Methods. To track the trajectory of neuropsychological functioning, data were drawn from a popular comprehensive set of normative data for the Expanded Halstead-Reitan battery. Norms for 12 years of education were used for average (t=50) and low (t=37) functioning groups, while those for 16 years of education were used for high functioning (t=63). Normative data for the AIR, the Aphasia Screening Test, the Boston Naming Test, and the Boston Diagnostic Ideation Material (BDAE) were used and compared to those of the 20-34 year group.
Results.
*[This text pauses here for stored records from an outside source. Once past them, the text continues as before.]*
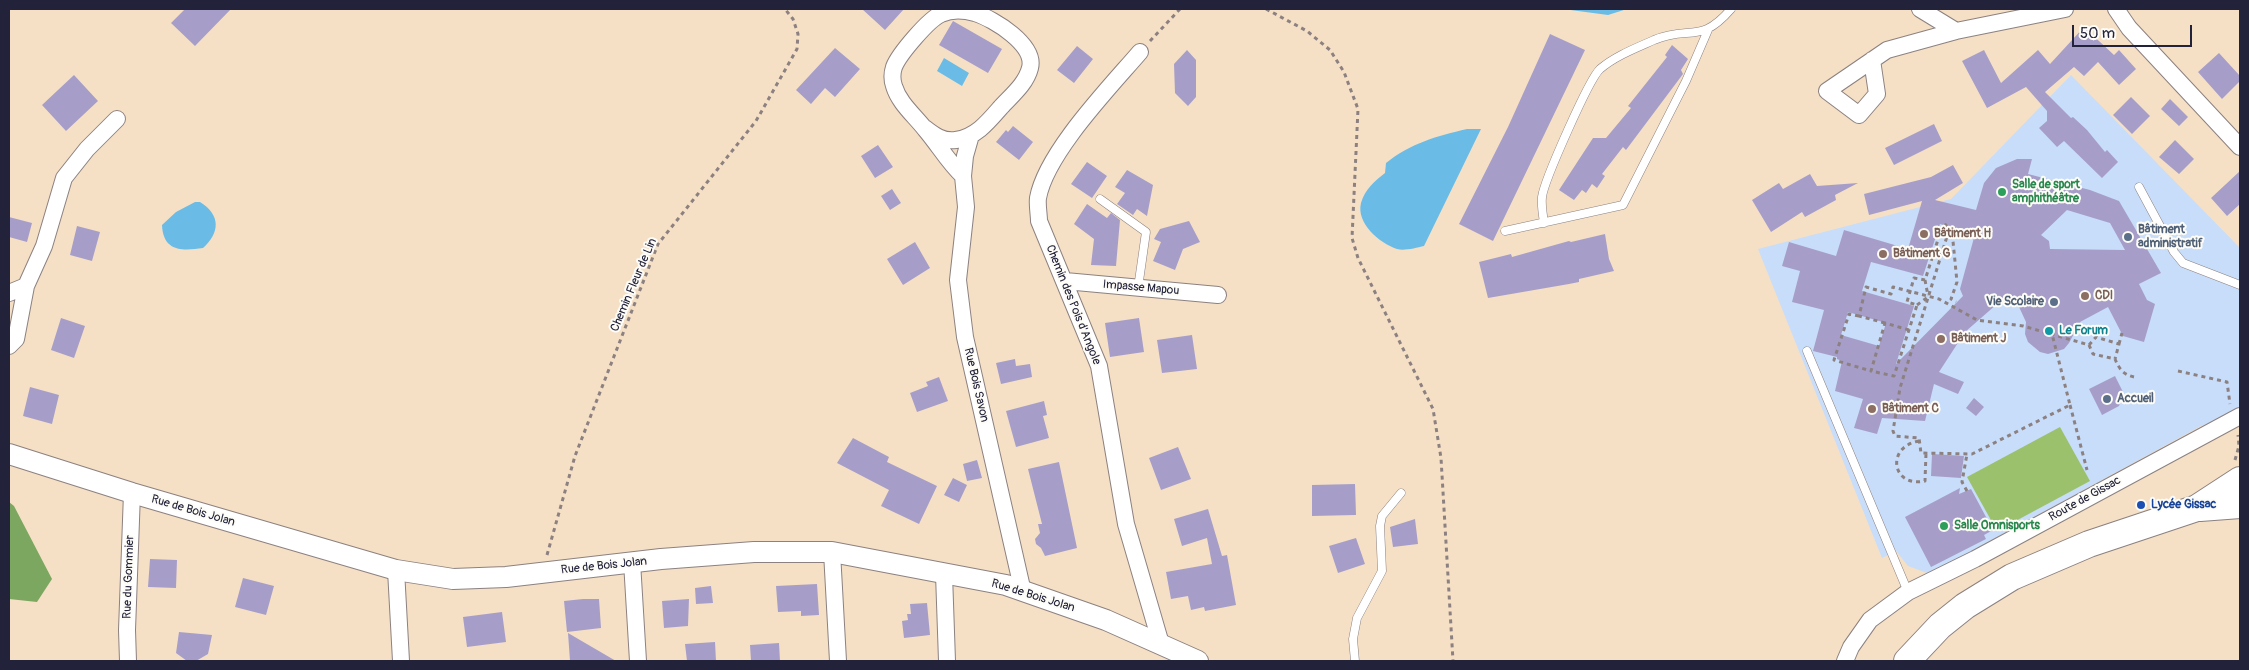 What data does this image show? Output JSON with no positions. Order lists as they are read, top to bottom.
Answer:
{
  "streets": {
    "street": [
      "Impasse Mapou",
      "Chemin des Pois d'Angole",
      "Rue Bois Savon",
      "Route de Gissac",
      "Rue de Bois Jolan",
      "Rue du Gommier"
    ],
    "path": ["Chemin Fleur de Lin"]
  },
  "crossings": [
    ["Chemin Fleur de Lin", "Rue de Bois Jolan"],
    ["Impasse Mapou", "Chemin des Pois d'Angole"],
    ["Chemin des Pois d'Angole", "Rue de Bois Jolan"],
    ["Rue Bois Savon", "Rue de Bois Jolan"],
    ["Rue de Bois Jolan", "Rue du Gommier"]
  ],
  "places": [
    "Salle de sport amphithéâtre",
    "Bâtiment H",
    "Bâtiment administratif",
    "Bâtiment G",
    "CDI",
    "Vie Scolaire",
    "Le Forum",
    "Bâtiment J",
    "Accueil",
    "Bâtiment C",
    "Lycée Gissac",
    "Salle Omnisports"
  ],
  "scale_bar": "50 m"
}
The AIR declined linearly so that by age 65 the performance had dropped two SD and three by age 80 regardless of functioning group. The performance on the Aphasia Screening Test and the BDAE showed no decline through age 80. Performance on the Boston Naming Test shows a decline of approximately 1 SD by age 65, but then a continued decline for average and low functioning groups, but not for the high functioning one.
Conclusions. Parallel trajectories for all levels of functioning were found for all tests to age 65. A uniform decline in the AIR was found across all functioning levels. However, not all verbal tasks showed such decline, which may have to do with crystalline abilities needed, which hold better than others.